Reputation: 380
I would use the hosting for live testing, but I want to protect access and prevent search engine indexing.
For example (server directory structure) within public_html:
_private
_bin
_cnf
_log
_ ... (more default directories hosting)
testpublic
css
images
index.html
I want index.html is visibile to everyone and all other directories (except "testpublic") are hidden, protected access and search engines not to index.
The directory "testpublic" I wish it was public but may not be indexed in search engines, not sure if this is possible.
To do understand that I need 2 files .htaccess.
One general in "public_html" and other specific for "testpublic".
The .htaccess general (public_html) I think it should be something like:
AuthUserFile /home/folder../.htpasswd
AuthName "test!"
AuthType Basic
require user admin123
< FilesMatch "index.html">
Satisfy Any
< / FilesMatch>
Can anyone help me create the files with the appropriate properties? Thank you!
Upvotes: 0
Views: 118
Reputation: 717
You can use a robots.txt file in your root folder. All standards-abiding robots will obey this file and not index your files and folders.
Example Robots.txt that tells all (*) crawlers to move on and index nothing.
User-agent: *
Disallow: /
You could use .htaccess files to fine tune what your server (assuming Apache) serves out and what directory indexes are visible.

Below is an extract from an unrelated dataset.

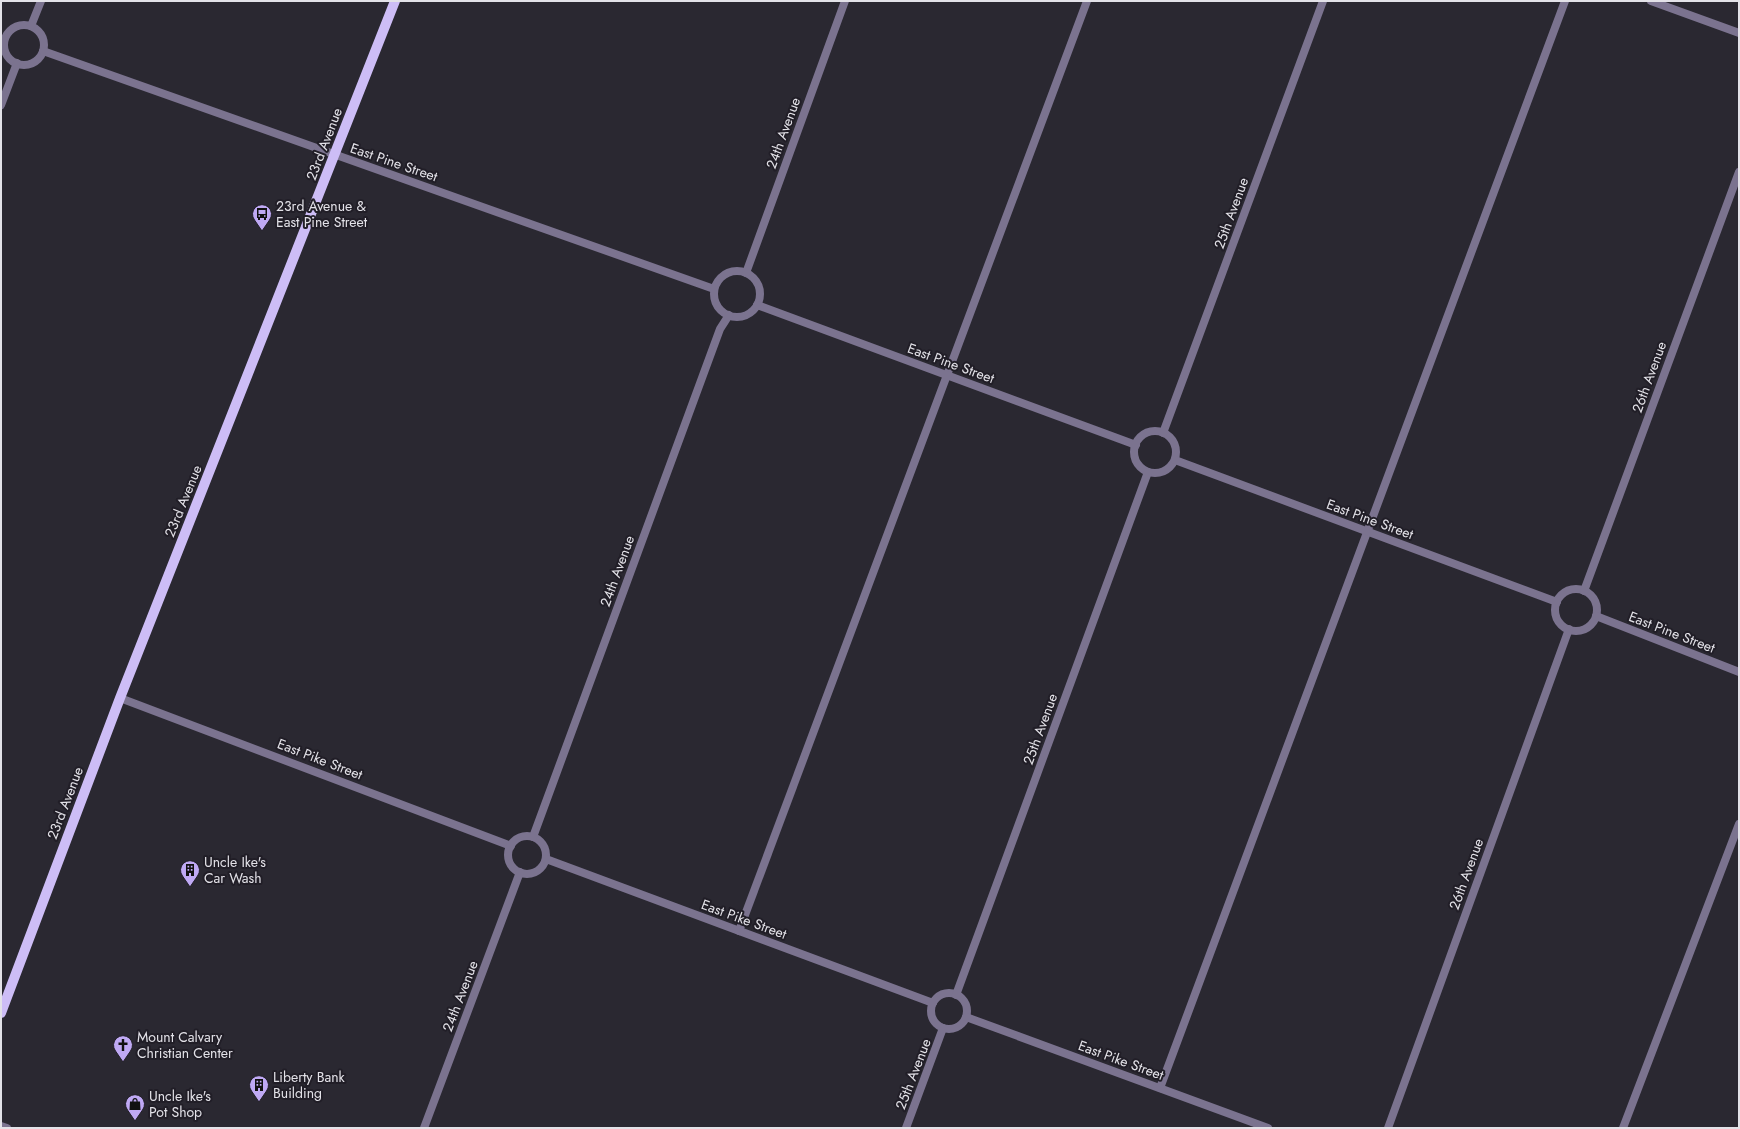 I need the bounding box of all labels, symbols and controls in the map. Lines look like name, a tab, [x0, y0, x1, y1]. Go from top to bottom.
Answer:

In which case you would add
IndexIgnore *
To your .htaccess file to disallow indexes.
Updated (Credit to https://stackoverflow.com/users/1714715/samuel-cook):
If you want to specifically stop a bot/crawler and know its USER AGENT string you can do so in your .htaccess
<IfModule mod_rewrite.c>
RewriteEngine on
RewriteCond %{HTTP_USER_AGENT} Googlebot
RewriteRule ^.* - [F,L]
</IfModule>
Hope this helps.
Upvotes: 1